## Task requirements
From the first line to the last, output the material exactly.

## Given information
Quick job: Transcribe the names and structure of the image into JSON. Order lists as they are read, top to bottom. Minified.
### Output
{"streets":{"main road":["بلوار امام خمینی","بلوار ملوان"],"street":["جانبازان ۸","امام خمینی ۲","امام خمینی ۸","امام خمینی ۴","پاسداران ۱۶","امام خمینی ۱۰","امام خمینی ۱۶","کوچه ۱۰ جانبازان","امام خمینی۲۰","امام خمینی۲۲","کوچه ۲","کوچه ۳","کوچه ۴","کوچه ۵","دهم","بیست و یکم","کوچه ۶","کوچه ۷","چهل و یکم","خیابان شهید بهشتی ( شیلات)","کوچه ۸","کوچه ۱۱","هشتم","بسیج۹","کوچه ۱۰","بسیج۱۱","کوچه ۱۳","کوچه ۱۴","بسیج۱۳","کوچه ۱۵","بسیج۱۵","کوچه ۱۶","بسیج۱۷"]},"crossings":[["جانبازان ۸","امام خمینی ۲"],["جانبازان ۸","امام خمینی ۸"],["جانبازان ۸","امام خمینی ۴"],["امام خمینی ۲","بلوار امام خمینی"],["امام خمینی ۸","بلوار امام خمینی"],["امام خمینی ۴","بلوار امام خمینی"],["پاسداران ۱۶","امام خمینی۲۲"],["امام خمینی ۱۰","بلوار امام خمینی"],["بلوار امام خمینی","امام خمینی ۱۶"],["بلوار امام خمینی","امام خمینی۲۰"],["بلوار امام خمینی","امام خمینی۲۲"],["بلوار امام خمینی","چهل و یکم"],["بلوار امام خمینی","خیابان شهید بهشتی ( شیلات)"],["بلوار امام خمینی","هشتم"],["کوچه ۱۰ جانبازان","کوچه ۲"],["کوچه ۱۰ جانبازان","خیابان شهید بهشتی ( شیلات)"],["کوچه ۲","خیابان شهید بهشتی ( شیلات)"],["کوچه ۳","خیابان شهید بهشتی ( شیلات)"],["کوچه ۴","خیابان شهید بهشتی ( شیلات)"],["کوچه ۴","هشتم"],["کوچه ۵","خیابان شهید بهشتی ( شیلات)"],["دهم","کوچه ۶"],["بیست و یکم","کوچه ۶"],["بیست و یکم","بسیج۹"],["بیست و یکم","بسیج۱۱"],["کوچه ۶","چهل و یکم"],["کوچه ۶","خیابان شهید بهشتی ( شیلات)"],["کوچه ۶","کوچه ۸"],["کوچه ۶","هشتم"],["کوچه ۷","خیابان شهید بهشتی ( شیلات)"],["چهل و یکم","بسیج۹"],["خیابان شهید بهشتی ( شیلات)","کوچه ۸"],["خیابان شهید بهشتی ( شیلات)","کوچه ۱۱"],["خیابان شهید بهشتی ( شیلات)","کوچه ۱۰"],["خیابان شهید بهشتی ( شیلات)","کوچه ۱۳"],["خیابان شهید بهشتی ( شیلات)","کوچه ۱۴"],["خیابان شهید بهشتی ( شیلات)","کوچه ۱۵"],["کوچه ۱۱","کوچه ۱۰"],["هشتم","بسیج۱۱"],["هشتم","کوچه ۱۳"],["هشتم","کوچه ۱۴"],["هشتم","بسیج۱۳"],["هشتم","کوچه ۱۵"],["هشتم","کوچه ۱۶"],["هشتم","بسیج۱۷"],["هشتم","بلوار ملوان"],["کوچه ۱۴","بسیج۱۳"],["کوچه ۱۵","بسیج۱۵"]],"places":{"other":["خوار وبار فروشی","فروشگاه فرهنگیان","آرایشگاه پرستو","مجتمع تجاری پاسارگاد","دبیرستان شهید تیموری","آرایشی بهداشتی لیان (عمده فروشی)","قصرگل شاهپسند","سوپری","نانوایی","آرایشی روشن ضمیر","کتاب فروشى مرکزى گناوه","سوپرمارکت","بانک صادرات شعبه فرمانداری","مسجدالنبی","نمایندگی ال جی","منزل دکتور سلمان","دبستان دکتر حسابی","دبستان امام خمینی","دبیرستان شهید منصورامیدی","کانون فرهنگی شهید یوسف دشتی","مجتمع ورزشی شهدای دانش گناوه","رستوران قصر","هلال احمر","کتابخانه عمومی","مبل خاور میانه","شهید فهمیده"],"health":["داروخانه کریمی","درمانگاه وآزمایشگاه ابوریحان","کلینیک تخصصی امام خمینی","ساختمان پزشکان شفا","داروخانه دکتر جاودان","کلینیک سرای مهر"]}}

## Result of this task
Quick job: Transcribe the names and structure of the image into JSON. Order lists as they are read, top to bottom. Minified.
### Output
{"streets":{"main road":["بلوار امام خمینی","بلوار ملوان"],"street":["جانبازان ۸","امام خمینی ۲","امام خمینی ۸","امام خمینی ۴","پاسداران ۱۶","امام خمینی ۱۰","امام خمینی ۱۶","کوچه ۱۰ جانبازان","امام خمینی۲۰","امام خمینی۲۲","کوچه ۲","کوچه ۳","کوچه ۴","کوچه ۵","دهم","بیست و یکم","کوچه ۶","کوچه ۷","چهل و یکم","خیابان شهید بهشتی ( شیلات)","کوچه ۸","کوچه ۱۱","هشتم","بسیج۹","کوچه ۱۰","بسیج۱۱","کوچه ۱۳","کوچه ۱۴","بسیج۱۳","کوچه ۱۵","بسیج۱۵","کوچه ۱۶","بسیج۱۷"]},"crossings":[["جانبازان ۸","امام خمینی ۲"],["جانبازان ۸","امام خمینی ۸"],["جانبازان ۸","امام خمینی ۴"],["امام خمینی ۲","بلوار امام خمینی"],["امام خمینی ۸","بلوار امام خمینی"],["امام خمینی ۴","بلوار امام خمینی"],["پاسداران ۱۶","امام خمینی۲۲"],["امام خمینی ۱۰","بلوار امام خمینی"],["بلوار امام خمینی","امام خمینی ۱۶"],["بلوار امام خمینی","امام خمینی۲۰"],["بلوار امام خمینی","امام خمینی۲۲"],["بلوار امام خمینی","چهل و یکم"],["بلوار امام خمینی","خیابان شهید بهشتی ( شیلات)"],["بلوار امام خمینی","هشتم"],["کوچه ۱۰ جانبازان","کوچه ۲"],["کوچه ۱۰ جانبازان","خیابان شهید بهشتی ( شیلات)"],["کوچه ۲","خیابان شهید بهشتی ( شیلات)"],["کوچه ۳","خیابان شهید بهشتی ( شیلات)"],["کوچه ۴","خیابان شهید بهشتی ( شیلات)"],["کوچه ۴","هشتم"],["کوچه ۵","خیابان شهید بهشتی ( شیلات)"],["دهم","کوچه ۶"],["بیست و یکم","کوچه ۶"],["بیست و یکم","بسیج۹"],["بیست و یکم","بسیج۱۱"],["کوچه ۶","چهل و یکم"],["کوچه ۶","خیابان شهید بهشتی ( شیلات)"],["کوچه ۶","کوچه ۸"],["کوچه ۶","هشتم"],["کوچه ۷","خیابان شهید بهشتی ( شیلات)"],["چهل و یکم","بسیج۹"],["خیابان شهید بهشتی ( شیلات)","کوچه ۸"],["خیابان شهید بهشتی ( شیلات)","کوچه ۱۱"],["خیابان شهید بهشتی ( شیلات)","کوچه ۱۰"],["خیابان شهید بهشتی ( شیلات)","کوچه ۱۳"],["خیابان شهید بهشتی ( شیلات)","کوچه ۱۴"],["خیابان شهید بهشتی ( شیلات)","کوچه ۱۵"],["کوچه ۱۱","کوچه ۱۰"],["هشتم","بسیج۱۱"],["هشتم","کوچه ۱۳"],["هشتم","کوچه ۱۴"],["هشتم","بسیج۱۳"],["هشتم","کوچه ۱۵"],["هشتم","کوچه ۱۶"],["هشتم","بسیج۱۷"],["هشتم","بلوار ملوان"],["کوچه ۱۴","بسیج۱۳"],["کوچه ۱۵","بسیج۱۵"]],"places":{"other":["خوار وبار فروشی","فروشگاه فرهنگیان","آرایشگاه پرستو","مجتمع تجاری پاسارگاد","دبیرستان شهید تیموری","آرایشی بهداشتی لیان (عمده فروشی)","قصرگل شاهپسند","سوپری","نانوایی","آرایشی روشن ضمیر","کتاب فروشى مرکزى گناوه","سوپرمارکت","بانک صادرات شعبه فرمانداری","مسجدالنبی","نمایندگی ال جی","منزل دکتور سلمان","دبستان دکتر حسابی","دبستان امام خمینی","دبیرستان شهید منصورامیدی","کانون فرهنگی شهید یوسف دشتی","مجتمع ورزشی شهدای دانش گناوه","رستوران قصر","هلال احمر","کتابخانه عمومی","مبل خاور میانه","شهید فهمیده"],"health":["داروخانه کریمی","درمانگاه وآزمایشگاه ابوریحان","کلینیک تخصصی امام خمینی","ساختمان پزشکان شفا","داروخانه دکتر جاودان","کلینیک سرای مهر"]}}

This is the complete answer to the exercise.